The crack down on silos of patient data: CMS and ONC interoperability rules hit health plans.

In 2019, the Office of the National Coordinator (ONC) and the Centers for Medicare and Medicaid (CMS) proposed rules on interoperability, data blocking, and other activities as part of implementing the 21st Century Cures Act. The proposed separate but related rules would require that patients have easy access to their health data. As described by ONC, the rule would “support seamless and secure access, exchange, and use of electronic health information.”

With so much attention focused on requirements for health IT companies like EHR vendors and providers, like EHR interoperability, it’s easy to miss the huge potential impact the new rules are likely to have for health plans. But the decision to hold plans accountable for data sharing—just like hospitals, EHR vendors and others across the healthcare ecosystem—shows just how serious the agencies are in giving patients free access to their health information.

And it makes sense. While providers hold a vertical set of data about the patient relating to an episode of care, plans have the longitudinal data sets that follow the patient over a long period of time and across the healthcare ecosystem.

Here’s an overview of the proposed rules on information sharing and interoperability.

The ONC rule would require health plans to:

  • Support new criteria and standards comparable to proposed ONC certification criteria that provide open APIs and allow other software systems and modules to access, exchange and use patient data.
  • Adopt United States Core Data for Interoperability (USCDI) as a standard for data classes and constituent data elements capable of being exchanged with other payers or providers.
  • Implement the 21st Century Cures Act provisions on information blocking with exceptions to protect the patient and ensure the security and privacy of electronic health information. This would apply if a health plan met the definition of health information network.

The CMS rule would apply to health plans, state Medicaid and Children’s Health Insurance Program agencies—known as CHIP, and insurers that offer qualified health plans, Medicare Advantage plans, or Medicaid and CHIP managed care plans. The CMS rule would require these payers to:

  • Provide access to patient data and claims information via APIs.
  • Transfer patient data if that patient is changing their provider or transitioning to new health insurance with another payer or health plan.
  • Enable electronic access to provider directories via APIs.
  • Enable the participation in trusted exchange networks for exchanging data.

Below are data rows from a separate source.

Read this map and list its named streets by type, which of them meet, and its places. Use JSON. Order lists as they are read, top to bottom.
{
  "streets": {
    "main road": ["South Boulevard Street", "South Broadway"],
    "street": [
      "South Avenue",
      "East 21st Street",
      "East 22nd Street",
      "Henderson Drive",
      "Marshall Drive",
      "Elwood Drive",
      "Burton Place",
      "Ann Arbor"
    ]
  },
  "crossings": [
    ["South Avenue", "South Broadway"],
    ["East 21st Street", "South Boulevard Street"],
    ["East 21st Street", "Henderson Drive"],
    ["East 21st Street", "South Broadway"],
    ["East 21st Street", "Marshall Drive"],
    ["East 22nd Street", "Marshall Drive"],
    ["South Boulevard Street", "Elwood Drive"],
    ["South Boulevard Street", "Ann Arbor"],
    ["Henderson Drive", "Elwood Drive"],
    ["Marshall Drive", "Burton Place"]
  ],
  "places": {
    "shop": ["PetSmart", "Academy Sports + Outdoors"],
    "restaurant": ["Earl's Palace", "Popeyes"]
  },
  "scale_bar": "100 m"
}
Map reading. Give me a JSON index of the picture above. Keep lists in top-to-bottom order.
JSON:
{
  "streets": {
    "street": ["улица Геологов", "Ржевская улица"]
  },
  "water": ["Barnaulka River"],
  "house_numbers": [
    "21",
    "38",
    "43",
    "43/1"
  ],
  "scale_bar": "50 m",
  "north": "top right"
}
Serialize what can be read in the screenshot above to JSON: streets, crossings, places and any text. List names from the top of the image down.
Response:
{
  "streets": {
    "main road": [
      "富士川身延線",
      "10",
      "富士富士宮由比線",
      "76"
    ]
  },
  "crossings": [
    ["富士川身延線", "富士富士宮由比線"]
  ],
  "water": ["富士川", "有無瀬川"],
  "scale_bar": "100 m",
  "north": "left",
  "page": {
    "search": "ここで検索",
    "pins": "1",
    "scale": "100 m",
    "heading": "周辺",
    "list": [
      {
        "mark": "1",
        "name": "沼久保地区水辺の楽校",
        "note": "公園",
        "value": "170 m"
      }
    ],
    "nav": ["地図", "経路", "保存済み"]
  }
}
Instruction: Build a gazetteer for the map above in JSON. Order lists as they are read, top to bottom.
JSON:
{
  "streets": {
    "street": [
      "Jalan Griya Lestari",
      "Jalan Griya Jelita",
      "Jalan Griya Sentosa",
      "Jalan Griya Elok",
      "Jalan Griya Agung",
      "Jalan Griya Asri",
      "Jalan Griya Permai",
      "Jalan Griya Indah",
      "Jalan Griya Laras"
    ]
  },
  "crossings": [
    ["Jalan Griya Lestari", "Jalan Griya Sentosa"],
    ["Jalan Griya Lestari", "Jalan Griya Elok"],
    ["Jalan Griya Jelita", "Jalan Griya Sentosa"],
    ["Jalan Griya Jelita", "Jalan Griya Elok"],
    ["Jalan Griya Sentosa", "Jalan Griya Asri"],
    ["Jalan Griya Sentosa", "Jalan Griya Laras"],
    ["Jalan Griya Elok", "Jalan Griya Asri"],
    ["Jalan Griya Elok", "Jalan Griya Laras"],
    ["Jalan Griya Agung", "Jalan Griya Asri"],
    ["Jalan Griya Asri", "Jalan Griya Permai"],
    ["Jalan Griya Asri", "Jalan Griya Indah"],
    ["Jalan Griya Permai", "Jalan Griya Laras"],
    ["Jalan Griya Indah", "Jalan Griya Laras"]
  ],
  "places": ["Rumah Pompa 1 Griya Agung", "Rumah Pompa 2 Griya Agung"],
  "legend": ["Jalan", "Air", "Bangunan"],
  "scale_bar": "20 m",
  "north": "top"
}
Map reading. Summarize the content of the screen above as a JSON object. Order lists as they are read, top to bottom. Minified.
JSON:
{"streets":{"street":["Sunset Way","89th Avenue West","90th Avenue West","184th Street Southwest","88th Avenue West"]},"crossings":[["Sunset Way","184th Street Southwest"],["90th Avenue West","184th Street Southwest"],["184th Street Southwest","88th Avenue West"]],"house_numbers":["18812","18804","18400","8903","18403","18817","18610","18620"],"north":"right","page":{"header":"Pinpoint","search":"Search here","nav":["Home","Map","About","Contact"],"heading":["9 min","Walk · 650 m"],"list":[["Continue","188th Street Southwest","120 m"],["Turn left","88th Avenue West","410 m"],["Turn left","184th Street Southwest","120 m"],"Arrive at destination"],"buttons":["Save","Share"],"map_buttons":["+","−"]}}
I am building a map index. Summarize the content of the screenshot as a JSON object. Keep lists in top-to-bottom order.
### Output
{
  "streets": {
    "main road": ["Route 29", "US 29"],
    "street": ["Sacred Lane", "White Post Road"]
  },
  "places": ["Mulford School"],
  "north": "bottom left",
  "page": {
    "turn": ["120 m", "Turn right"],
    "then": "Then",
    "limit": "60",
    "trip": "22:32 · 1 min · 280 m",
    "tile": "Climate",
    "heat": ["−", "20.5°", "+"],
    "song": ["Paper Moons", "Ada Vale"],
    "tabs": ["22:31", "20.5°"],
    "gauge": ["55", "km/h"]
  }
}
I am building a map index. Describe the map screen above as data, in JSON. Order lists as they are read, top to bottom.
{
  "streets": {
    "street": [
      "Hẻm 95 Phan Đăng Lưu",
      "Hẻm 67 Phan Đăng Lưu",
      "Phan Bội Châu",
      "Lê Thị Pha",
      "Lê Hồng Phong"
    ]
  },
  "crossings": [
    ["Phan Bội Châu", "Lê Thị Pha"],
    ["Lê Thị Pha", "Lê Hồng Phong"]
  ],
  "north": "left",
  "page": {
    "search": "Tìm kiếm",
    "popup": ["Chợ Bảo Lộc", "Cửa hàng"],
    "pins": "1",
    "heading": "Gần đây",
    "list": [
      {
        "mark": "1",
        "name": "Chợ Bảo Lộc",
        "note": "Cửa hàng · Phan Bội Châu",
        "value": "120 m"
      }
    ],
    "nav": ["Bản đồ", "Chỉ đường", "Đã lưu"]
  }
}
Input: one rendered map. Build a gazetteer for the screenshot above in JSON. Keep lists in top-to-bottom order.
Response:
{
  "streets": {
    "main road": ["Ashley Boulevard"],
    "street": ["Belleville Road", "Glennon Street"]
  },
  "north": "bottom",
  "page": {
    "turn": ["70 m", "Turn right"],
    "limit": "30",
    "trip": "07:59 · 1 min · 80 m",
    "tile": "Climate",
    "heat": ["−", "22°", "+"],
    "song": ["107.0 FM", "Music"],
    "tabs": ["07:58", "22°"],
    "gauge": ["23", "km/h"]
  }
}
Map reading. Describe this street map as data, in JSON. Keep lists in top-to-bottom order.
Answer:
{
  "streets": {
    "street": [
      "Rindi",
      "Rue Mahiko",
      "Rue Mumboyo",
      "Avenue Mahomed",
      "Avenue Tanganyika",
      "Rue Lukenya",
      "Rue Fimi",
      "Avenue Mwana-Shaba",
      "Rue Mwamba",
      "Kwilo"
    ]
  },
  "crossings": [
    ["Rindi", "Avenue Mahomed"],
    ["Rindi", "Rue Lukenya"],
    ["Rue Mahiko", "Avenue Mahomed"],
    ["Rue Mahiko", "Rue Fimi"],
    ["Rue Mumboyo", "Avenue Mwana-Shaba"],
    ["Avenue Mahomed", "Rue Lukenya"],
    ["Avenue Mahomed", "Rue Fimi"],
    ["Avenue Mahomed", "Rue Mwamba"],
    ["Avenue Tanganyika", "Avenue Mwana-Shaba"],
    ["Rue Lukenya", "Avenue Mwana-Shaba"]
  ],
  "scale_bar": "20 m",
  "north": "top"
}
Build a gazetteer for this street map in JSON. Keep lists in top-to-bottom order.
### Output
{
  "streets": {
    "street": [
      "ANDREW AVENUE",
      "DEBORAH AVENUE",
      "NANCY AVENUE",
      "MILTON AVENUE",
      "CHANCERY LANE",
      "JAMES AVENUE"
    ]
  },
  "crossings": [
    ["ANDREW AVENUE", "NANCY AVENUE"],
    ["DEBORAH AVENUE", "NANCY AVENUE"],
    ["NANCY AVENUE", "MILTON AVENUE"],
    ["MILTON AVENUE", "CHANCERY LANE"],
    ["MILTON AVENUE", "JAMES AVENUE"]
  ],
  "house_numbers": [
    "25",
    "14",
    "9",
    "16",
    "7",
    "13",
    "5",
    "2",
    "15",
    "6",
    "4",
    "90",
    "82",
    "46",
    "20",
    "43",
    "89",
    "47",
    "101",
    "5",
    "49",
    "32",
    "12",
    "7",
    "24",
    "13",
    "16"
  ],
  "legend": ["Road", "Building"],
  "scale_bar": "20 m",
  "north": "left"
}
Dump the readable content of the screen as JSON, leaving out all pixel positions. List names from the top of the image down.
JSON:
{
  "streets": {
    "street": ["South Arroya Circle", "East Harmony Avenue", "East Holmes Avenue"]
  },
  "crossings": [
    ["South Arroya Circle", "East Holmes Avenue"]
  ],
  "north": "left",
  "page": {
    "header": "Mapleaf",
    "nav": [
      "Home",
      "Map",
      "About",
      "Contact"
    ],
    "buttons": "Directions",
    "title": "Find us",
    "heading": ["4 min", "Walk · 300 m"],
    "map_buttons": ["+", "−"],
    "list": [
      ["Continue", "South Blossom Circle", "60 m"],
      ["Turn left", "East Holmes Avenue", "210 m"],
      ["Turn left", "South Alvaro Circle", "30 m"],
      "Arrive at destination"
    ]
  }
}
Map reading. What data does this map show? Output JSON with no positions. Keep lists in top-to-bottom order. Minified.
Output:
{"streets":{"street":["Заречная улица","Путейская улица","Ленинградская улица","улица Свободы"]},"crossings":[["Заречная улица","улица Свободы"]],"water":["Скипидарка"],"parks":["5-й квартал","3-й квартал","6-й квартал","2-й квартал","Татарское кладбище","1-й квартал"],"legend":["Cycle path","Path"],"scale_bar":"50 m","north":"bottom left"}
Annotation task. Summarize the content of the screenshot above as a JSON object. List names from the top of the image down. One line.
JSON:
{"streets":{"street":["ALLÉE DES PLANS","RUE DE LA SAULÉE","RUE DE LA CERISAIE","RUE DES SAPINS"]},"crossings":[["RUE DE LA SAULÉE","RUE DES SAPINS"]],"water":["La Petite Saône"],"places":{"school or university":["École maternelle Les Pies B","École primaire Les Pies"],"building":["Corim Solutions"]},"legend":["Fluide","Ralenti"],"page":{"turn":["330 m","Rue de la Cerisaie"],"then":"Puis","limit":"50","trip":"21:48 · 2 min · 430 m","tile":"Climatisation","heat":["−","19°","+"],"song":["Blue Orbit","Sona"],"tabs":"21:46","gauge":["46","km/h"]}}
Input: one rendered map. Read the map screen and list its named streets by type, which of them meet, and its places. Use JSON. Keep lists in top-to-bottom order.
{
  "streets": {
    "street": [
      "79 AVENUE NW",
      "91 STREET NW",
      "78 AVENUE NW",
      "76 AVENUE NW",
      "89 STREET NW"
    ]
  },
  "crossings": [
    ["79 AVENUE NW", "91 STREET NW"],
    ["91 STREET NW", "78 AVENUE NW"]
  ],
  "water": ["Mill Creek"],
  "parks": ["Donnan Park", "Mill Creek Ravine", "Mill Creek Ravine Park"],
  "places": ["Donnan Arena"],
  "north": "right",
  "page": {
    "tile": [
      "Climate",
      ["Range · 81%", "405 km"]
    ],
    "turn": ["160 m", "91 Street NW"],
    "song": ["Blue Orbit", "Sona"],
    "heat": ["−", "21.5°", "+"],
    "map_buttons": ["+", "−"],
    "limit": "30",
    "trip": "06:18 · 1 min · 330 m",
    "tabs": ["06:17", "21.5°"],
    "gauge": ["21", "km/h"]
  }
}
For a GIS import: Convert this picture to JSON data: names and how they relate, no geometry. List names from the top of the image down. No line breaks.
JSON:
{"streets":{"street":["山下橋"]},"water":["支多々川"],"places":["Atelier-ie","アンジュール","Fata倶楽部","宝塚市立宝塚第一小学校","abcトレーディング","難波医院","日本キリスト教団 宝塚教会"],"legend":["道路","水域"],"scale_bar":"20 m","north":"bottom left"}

Impact of the ONC and CMS proposed rules

The final ONC draft rule is not expected to be available until later in the year and it’s possible a final rule won’t be seen until the first quarter of 2020 or later. While there is little information about CMS’ timing, it seems likely the agency will issue its final ruling in the same timeframe since much of it aligns with the ONC ruling, such as open APIs and the adoption of FHIR (Fast Healthcare Interoperability Resources, pronounced “fire”), which is an interoperability standard developed by Health Level 7 International (HL7).

Both ONC and CMS recognize that health plans will need time to adopt the technology and standards integral to interoperability. However, both agencies will push forward with the requirements as soon as possible. The onus is, therefore, on all stakeholders to consider what will be required of them for regulatory compliance in healthcare. 
For health plans, that means viewing interoperability through a much wider lens than what they’ve been accustomed to—and that means change.

It’s time to advance data practices

Regardless of how the rules ultimately take shape, it’s clear there is strong momentum to improve care and lower costs through a more transparent system. As such, ONC is likely to push all stakeholders in the healthcare ecosystem—including health plans—to achieve those twin goals.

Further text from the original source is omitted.